══ Supplied entries ══
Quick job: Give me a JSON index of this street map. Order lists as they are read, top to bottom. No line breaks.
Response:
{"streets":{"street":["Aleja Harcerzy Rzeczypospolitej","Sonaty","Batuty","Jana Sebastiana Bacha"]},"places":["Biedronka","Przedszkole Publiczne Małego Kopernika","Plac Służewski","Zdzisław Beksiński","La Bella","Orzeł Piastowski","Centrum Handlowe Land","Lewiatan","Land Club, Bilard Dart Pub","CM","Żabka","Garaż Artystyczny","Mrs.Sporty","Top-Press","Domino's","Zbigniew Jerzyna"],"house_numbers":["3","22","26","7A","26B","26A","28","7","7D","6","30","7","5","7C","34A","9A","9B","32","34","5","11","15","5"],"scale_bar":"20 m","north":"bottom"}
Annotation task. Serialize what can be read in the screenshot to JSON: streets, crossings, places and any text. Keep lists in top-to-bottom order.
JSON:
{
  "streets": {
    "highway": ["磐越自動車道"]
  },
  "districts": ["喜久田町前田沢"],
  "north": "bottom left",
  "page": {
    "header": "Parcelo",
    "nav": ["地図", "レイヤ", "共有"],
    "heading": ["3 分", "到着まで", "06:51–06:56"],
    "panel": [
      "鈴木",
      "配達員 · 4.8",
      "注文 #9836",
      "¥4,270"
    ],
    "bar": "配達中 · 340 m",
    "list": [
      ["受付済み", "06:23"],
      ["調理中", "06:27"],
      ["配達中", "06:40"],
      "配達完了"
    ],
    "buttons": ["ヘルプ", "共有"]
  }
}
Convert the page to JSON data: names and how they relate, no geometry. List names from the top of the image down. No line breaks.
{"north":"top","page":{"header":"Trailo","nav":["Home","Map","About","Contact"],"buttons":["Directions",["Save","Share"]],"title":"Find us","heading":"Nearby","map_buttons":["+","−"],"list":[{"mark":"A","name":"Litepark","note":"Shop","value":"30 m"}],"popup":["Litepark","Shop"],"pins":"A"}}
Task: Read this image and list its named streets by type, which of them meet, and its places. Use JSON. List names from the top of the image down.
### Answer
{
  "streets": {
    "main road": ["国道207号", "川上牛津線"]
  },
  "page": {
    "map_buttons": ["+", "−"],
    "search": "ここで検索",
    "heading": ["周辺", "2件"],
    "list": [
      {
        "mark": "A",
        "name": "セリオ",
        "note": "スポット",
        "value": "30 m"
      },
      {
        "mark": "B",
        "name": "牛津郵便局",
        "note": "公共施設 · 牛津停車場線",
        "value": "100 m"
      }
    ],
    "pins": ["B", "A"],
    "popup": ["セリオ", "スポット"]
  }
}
═══
** Work instructions **
Would you write the records out again, word for word?

** Result for this exercise **
Quick job: Give me a JSON index of this street map. Order lists as they are read, top to bottom. No line breaks.
Response:
{"streets":{"street":["Aleja Harcerzy Rzeczypospolitej","Sonaty","Batuty","Jana Sebastiana Bacha"]},"places":["Biedronka","Przedszkole Publiczne Małego Kopernika","Plac Służewski","Zdzisław Beksiński","La Bella","Orzeł Piastowski","Centrum Handlowe Land","Lewiatan","Land Club, Bilard Dart Pub","CM","Żabka","Garaż Artystyczny","Mrs.Sporty","Top-Press","Domino's","Zbigniew Jerzyna"],"house_numbers":["3","22","26","7A","26B","26A","28","7","7D","6","30","7","5","7C","34A","9A","9B","32","34","5","11","15","5"],"scale_bar":"20 m","north":"bottom"}
Annotation task. Serialize what can be read in the screenshot to JSON: streets, crossings, places and any text. Keep lists in top-to-bottom order.
JSON:
{
  "streets": {
    "highway": ["磐越自動車道"]
  },
  "districts": ["喜久田町前田沢"],
  "north": "bottom left",
  "page": {
    "header": "Parcelo",
    "nav": ["地図", "レイヤ", "共有"],
    "heading": ["3 分", "到着まで", "06:51–06:56"],
    "panel": [
      "鈴木",
      "配達員 · 4.8",
      "注文 #9836",
      "¥4,270"
    ],
    "bar": "配達中 · 340 m",
    "list": [
      ["受付済み", "06:23"],
      ["調理中", "06:27"],
      ["配達中", "06:40"],
      "配達完了"
    ],
    "buttons": ["ヘルプ", "共有"]
  }
}
Convert the page to JSON data: names and how they relate, no geometry. List names from the top of the image down. No line breaks.
{"north":"top","page":{"header":"Trailo","nav":["Home","Map","About","Contact"],"buttons":["Directions",["Save","Share"]],"title":"Find us","heading":"Nearby","map_buttons":["+","−"],"list":[{"mark":"A","name":"Litepark","note":"Shop","value":"30 m"}],"popup":["Litepark","Shop"],"pins":"A"}}
Task: Read this image and list its named streets by type, which of them meet, and its places. Use JSON. List names from the top of the image down.
### Answer
{
  "streets": {
    "main road": ["国道207号", "川上牛津線"]
  },
  "page": {
    "map_buttons": ["+", "−"],
    "search": "ここで検索",
    "heading": ["周辺", "2件"],
    "list": [
      {
        "mark": "A",
        "name": "セリオ",
        "note": "スポット",
        "value": "30 m"
      },
      {
        "mark": "B",
        "name": "牛津郵便局",
        "note": "公共施設 · 牛津停車場線",
        "value": "100 m"
      }
    ],
    "pins": ["B", "A"],
    "popup": ["セリオ", "スポット"]
  }
}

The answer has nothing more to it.